Declining booking requests - especially bookers with no info

Phil-and-Lisa1
Level 2
Congo, Australia

Declining booking requests - especially bookers with no info

How do you handle declining booking requests? Especially bookers who provide little to no info on themselves.

 

Also do you think your search ranking goes down if you do decline? 

 

OUR STORY: 

We've had a number of requests from people this year who have had no information on their profile and in many cases no reviews and scant info in their message. (Seems like we're getting more of these after we moved from the city to the country.) 

 

It makes it really hard as a host to decide whether to accept or decline. I wonder if we will drop in search rankings as a result of declining? It's not clear and a real dilemma as a host. 

 

I also really don't like to reject bookers as I realise it must be difficult for people who are new to Airbnb - to understand how it works and get their first reviews. At the same time, it can be disconcerting for us to take people into our home that we know nothing about. I have rejected a few people that had no info this year - one of whom got pretty cranky with me. 

 

On the other hand, I recently accepted someone with no reviews. But in hindsight, I wish I hadn't. That stay was the most odd in our 10+ years of hosting. To the point where I think we will no longer accept people without reviews - and I think I will (politely) push a bit harder to find out about people before they book. 

 

We've hosted well over 120 stays now - so it is significant that I've come to this point. 

 

I called Airbnb and was told that our place wouldn't drop in search rankings if we declined booking requests - and just that if you decline 3 in a row you would get a message asking about it. (I think it very unlikely we would decline like that.
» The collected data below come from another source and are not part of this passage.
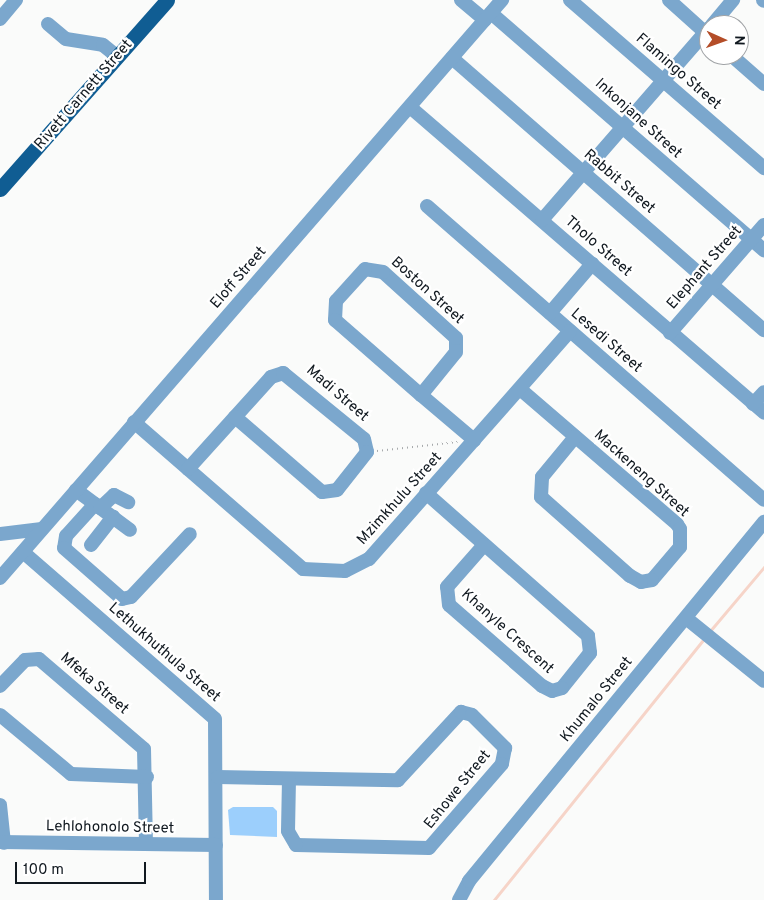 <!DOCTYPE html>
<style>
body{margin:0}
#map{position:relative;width:764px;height:900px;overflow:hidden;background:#fafbfa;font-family:Overpass,sans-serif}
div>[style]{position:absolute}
.stream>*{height:2.5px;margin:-1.25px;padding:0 1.25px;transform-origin:1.25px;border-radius:1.25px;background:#f6d4c8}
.building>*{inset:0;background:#9ccffc}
.path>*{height:2px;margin-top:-1px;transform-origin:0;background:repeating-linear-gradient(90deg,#a7aaac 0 1px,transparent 0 5px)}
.minor>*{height:14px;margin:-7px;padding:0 7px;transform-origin:7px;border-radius:7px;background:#7ba7cd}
.major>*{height:15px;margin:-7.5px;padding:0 7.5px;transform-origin:7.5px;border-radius:7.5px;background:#105d93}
span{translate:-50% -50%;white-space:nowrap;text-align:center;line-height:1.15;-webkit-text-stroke:4.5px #fff;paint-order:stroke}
.street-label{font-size:15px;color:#111920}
.north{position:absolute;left:699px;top:15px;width:50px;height:50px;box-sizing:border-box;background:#fff;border:1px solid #a0a3a6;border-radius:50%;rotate:92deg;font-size:14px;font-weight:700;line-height:20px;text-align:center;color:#111920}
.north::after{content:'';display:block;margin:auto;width:18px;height:22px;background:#b44d28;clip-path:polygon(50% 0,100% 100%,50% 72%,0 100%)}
.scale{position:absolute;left:15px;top:862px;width:131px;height:22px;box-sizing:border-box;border:2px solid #111920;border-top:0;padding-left:6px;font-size:15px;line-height:18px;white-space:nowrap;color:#111920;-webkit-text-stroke:4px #fff;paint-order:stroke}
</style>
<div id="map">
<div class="stream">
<div style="left:710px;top:631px;width:84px;rotate:-49.8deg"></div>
<div style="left:494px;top:900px;width:335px;rotate:-51.2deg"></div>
</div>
<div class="building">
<div style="clip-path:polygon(233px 807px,273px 807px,277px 811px,277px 837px,230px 835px,228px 810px)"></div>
</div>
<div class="path">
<div style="left:377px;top:451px;width:81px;rotate:-6.4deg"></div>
</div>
<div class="minor">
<div style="left:461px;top:0;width:31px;rotate:40deg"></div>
<div style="left:570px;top:0;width:257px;rotate:40.9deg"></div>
<div style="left:669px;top:0;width:54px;rotate:42deg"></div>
<div style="left:763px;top:0;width:1px;rotate:45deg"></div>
<div style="left:491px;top:13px;width:362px;rotate:41deg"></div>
<div style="left:0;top:19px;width:25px;rotate:-50deg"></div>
<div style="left:48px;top:24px;width:23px;rotate:40deg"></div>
<div style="left:66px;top:39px;width:37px;rotate:9deg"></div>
<div style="left:103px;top:45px;width:19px;rotate:39deg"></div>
<div style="left:712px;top:25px;width:33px;rotate:-50deg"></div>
<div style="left:731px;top:55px;width:44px;rotate:41.3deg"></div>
<div style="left:452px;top:58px;width:414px;rotate:41.1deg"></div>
<div style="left:410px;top:107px;width:468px;rotate:40.8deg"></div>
<div style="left:427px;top:206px;width:447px;rotate:41.1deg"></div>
<div style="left:542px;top:220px;width:254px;rotate:-49deg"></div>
<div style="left:550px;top:313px;width:65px;rotate:-49.4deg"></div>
<div style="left:670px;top:333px;width:143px;rotate:-49deg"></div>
<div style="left:520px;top:389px;width:207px;rotate:40.7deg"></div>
<div style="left:677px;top:524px;width:6px;rotate:59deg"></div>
<div style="left:680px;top:529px;width:18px;rotate:90deg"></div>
<div style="left:680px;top:547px;width:43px;rotate:130.3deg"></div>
<div style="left:652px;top:580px;width:11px;rotate:170deg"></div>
<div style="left:641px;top:582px;width:13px;rotate:-151deg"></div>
<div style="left:630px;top:576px;width:119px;rotate:-138.4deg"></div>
<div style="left:541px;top:497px;width:20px;rotate:-87deg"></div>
<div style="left:542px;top:477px;width:52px;rotate:-50.5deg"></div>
<div style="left:421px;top:395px;width:55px;rotate:-50.9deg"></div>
<div style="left:456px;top:352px;width:14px;rotate:-90deg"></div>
<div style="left:456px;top:338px;width:98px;rotate:-137.9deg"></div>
<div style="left:383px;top:272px;width:18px;rotate:-171deg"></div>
<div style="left:365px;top:269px;width:43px;rotate:132.2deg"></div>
<div style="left:336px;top:301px;width:19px;rotate:93deg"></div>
<div style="left:335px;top:320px;width:114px;rotate:41.1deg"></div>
<div style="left:421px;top:395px;width:70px;rotate:40.3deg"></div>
<div style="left:753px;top:404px;width:16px;rotate:-47deg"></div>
<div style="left:134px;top:422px;width:224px;rotate:41deg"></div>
<div style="left:303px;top:569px;width:42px;rotate:2.7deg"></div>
<div style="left:345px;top:571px;width:27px;rotate:-27deg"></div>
<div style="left:369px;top:559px;width:304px;rotate:-48.6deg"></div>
<div style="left:188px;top:469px;width:124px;rotate:-47.9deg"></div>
<div style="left:271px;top:377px;width:13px;rotate:-18deg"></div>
<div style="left:283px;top:373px;width:104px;rotate:39.2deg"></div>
<div style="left:364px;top:439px;width:13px;rotate:77deg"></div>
<div style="left:367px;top:452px;width:48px;rotate:128.3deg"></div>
<div style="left:337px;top:490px;width:15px;rotate:172deg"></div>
<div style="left:322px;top:492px;width:115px;rotate:-139.2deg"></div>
<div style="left:76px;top:490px;width:67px;rotate:36.5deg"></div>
<div style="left:426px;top:493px;width:216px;rotate:41.4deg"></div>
<div style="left:588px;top:636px;width:17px;rotate:83deg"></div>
<div style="left:590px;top:653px;width:45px;rotate:128.7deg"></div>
<div style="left:562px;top:688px;width:10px;rotate:163deg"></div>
<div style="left:552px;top:691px;width:11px;rotate:-153deg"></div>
<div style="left:542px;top:686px;width:123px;rotate:-138.9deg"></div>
<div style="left:449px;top:605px;width:18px;rotate:-96deg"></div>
<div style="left:447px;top:587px;width:56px;rotate:-48.6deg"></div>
<div style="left:95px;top:504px;width:43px;rotate:132.2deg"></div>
<div style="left:66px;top:536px;width:12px;rotate:99deg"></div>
<div style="left:64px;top:548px;width:77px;rotate:41.3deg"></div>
<div style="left:122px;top:599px;width:9px;rotate:-13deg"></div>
<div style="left:131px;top:597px;width:86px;rotate:-46.9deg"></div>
<div style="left:100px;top:508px;width:19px;rotate:-43deg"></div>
<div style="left:114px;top:495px;width:16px;rotate:27deg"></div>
<div style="left:0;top:534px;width:42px;rotate:-6.8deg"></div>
<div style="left:91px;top:545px;width:36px;rotate:-52deg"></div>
<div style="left:23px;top:552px;width:254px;rotate:41deg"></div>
<div style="left:215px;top:719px;width:181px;rotate:89.7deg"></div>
<div style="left:0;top:578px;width:766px;rotate:-49.03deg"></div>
<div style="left:686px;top:618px;width:100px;rotate:38.9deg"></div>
<div style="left:0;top:686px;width:36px;rotate:-46deg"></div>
<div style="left:25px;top:660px;width:14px;rotate:-4deg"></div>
<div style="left:39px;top:659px;width:138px;rotate:40.6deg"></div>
<div style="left:144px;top:749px;width:95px;rotate:88.8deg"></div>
<div style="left:0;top:715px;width:92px;rotate:39.7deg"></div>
<div style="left:71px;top:774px;width:76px;rotate:2.3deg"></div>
<div style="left:218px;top:777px;width:180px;rotate:1deg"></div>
<div style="left:398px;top:780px;width:93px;rotate:-47.2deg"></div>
<div style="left:461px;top:712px;width:11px;rotate:15deg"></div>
<div style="left:472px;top:715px;width:47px;rotate:45deg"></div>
<div style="left:505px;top:748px;width:16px;rotate:101deg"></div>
<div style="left:502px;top:764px;width:111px;rotate:131deg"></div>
<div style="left:429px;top:848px;width:133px;rotate:-178.7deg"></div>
<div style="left:296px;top:845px;width:16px;rotate:-120deg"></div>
<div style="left:288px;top:831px;width:52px;rotate:-88.9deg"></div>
<div style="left:0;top:805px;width:38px;rotate:84deg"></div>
<div style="left:0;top:842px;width:216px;rotate:0.8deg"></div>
<div style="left:459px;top:900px;width:21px;rotate:-62deg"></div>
<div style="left:469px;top:881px;width:465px;rotate:-50.6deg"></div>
</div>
<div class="major">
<div style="left:0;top:189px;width:252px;rotate:-48.5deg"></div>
</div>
<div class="street-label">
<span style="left:678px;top:72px;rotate:41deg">Flamingo Street</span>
<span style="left:84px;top:95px;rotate:-49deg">Rivett Carnett Street</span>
<span style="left:638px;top:119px;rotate:42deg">Inkonjane Street</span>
<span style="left:619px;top:182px;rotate:41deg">Rabbit Street</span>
<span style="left:598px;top:247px;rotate:41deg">Tholo Street</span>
<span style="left:705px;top:268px;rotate:-49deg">Elephant Street</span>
<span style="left:239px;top:278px;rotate:-49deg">Eloff Street</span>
<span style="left:427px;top:291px;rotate:42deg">Boston Street</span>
<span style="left:606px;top:341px;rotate:41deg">Lesedi Street</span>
<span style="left:337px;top:394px;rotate:41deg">Madi Street</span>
<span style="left:641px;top:474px;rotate:42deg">Mackeneng Street</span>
<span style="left:400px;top:499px;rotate:-48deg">Mzimkhulu Street</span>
<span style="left:507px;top:632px;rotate:42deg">Khanyle Crescent</span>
<span style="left:164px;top:653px;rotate:41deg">Lethukhuthula Street</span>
<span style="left:94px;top:684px;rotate:41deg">Mfeka Street</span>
<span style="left:597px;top:700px;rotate:-51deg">Khumalo Street</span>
<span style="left:458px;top:790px;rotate:-51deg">Eshowe Street</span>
<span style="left:110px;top:828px;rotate:1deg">Lehlohonolo Street</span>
</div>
<div class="north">N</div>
<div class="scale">100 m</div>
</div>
It would just be once in a while.) 

 

Anyway, it'd be good to know for sure that we wouldn't drop in search rankings if we declined booking requests. 

 

WHAT AIRBNB COULD DO: 

Here are some thoughts on what Airbnb can do about this issue:

  1. More encouragement to ask bookers to provide info about their stay and themselves.
  2. Higher prominence of info to guests on why hosts sometimes reject booking requests.
  3. Better explanation to guests that they're staying in someone's home, not a hotel. (I do get the sense from Airbnb newbies that they don't get the distinction and think you should be able to just pay and that's it.) 
  4. Clear explanation of what happens to hosts who decline - e.g. once in a while versus too many times - and the impact on search ranking. 
  5. Better explanation of what factors influence search rankings. Including how big a role is declining booking requests - once in a while versus too many times. 

(Thanks Airbnb forum manager - be great if you could please pass on these suggestions and maybe this post up the chain.) 

 

What do you think? How do you handle declining booking requests? Tips welcome.